On Sun, Jul 02, 2006 at 12:43:06AM +0200, Fons Adriaensen wrote:
Hi, I'm new to this list so please be gentle :-) (not you specifically,
but I am aware that I'm about to step into the middle of a debate that
has already become heated :-)
Here are my thoughts...
I think most concepts/products/software/phenomena etc. have names that
are derived from common English words that have a common meanings.
Like "LinuxSampler". This is a new term derived from existing words with
* However, note that while the intended meaning of "sampler" in this
context is common, it is not the only common meaning of "sampler".
- Out of respect to the person (or people) who coined the term
"LinuxSampler", we recognise that as a new term, regardless of what
other meanings the original words may have had.

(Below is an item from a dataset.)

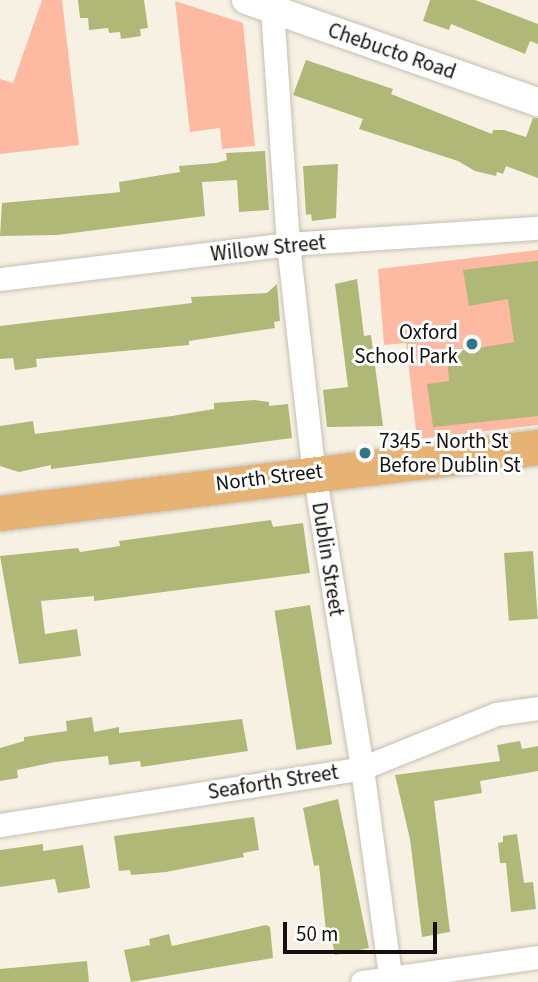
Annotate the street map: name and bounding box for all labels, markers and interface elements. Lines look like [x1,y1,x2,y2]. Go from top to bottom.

- Out of respect to everyone else, I'm sure the person (or people) who
coin a new term try to use a distinctive combination of words that is
not already in common use.
New terms are almost always derived from existing words, and almost
always take on meanings of their own, and it is pretty much difficult to
find otherways of naming things, like inventing entirely new, and
therefore strange-sounding, words.
The term "open source" was a new term, coined in 1998, that was not
previously in wide usage, hence passed the test of not choosing a
combination of words that someone else had already found. Now that the
term has been coined and become widely adopted for its particular
meaning, we can respect it as a term in itself.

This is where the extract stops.